I don't always keep such good notes. I'm not sure if I can tell you which recipes specifically came from there.
Digging back through old stuff, I did find this, which was an adaptation of several recipes I came up with for moussaka. I named it my favorite, but I haven't made it in a long time, so take it with a grain of salt

. (I stopped eating lamb for a few years when I was on a really lowfat diet. I should try this again.)
Pat's Favorite Moussaka
Source: adapted from
Shortcut Moussaka, Bon Appetit, Mar. 1992, & other
sources, ca. 1998
(12 Servings)
1/4 cup olive oil
2 pounds ground lamb
1 small onion, chopped
1 15 oz. can tomato sauce
3/4 cup dry red wine
2 tablespoons chopped fresh parsley
1 teaspoon dried oregano, crumbled
1/4 teaspoon ground cinnamon
1/4 cup butter
1/4 cup all-purpose flour
2 cups milk
3 eggs
1 cup grated Parmesan cheese
1 large eggplant, about 1 1/2 pounds, peeled, sliced into thin rounds
1 pound russet potatoes, (about 2), peeled
Heat olive oil in heavy large saucepan over medium-high heat. Add ground lamb
and chopped onion and cook until lamb is brown, breaking up meat with fork,
about 15 minutes. Mix in tomato sauce, red wine, parsley, crumbled oregano and
ground cinnamon. Simmer until mixture thickens and is almost dry, stirring
occasionally, about 20 minutes. (Can be prepared ahead. Cover tightly and
refrigerate.)
Preheat oven to 350F. Boil potatoes in large pot of salted water 5 minutes.

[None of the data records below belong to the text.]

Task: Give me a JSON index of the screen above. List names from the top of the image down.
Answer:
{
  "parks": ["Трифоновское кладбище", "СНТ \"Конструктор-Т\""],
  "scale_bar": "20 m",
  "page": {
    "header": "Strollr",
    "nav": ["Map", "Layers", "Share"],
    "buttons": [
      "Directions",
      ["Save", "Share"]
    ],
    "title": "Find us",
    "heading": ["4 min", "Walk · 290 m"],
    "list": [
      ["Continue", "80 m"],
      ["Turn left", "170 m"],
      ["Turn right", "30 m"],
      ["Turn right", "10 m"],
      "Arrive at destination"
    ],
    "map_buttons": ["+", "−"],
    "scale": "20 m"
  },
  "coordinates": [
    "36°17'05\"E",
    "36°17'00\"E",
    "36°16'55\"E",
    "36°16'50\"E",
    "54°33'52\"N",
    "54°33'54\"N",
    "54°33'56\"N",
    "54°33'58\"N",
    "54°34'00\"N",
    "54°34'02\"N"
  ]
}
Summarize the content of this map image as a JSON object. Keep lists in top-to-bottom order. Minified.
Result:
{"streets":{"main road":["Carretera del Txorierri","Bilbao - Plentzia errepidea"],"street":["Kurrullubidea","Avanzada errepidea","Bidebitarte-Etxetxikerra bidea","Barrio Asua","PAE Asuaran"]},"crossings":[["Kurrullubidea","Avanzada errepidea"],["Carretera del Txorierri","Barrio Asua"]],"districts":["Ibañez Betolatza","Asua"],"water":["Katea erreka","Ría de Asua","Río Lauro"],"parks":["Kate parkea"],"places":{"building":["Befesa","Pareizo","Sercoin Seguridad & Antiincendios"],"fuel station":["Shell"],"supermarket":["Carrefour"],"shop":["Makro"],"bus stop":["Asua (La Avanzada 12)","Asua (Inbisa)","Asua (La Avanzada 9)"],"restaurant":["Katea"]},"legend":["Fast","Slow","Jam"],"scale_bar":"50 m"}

Drain. Cool. Cut potatoes into 1/4-inch-thick slices.
Melt butter in heavy medium saucepan over medium-low heat. Add flour and stir
1 minute. Gradually add milk, whisking until smooth. Boil until thick,
stirring constantly, about 2 minutes. Beat eggs in small bowl to blend. Whisk
small amount of milk mixture into eggs. Return mixture to saucepan. Bring to
boil, whisking constantly. Remove custard from heat. Stir in 1/2 cup grated
Parmesan cheese. Season custard to taste with salt and pepper.
Butter 13x9x2-inch glass baking dish. Arrange potato slices in bottom of dish.
Arrange half of eggplant slices over top of potatoes. Season with salt and
pepper. Spread meat mixture over. Top with remaining eggplant. Pour hot
custard cheese sauce over eggplant. Sprinkle with remaining 1/2 cup Parmesan.
Cover loosely with foil and bake 1 hour. Uncover and continue baking until
golden and bubbling on edges, about 10 minutes longer. Cool 10 more minutes
and serve.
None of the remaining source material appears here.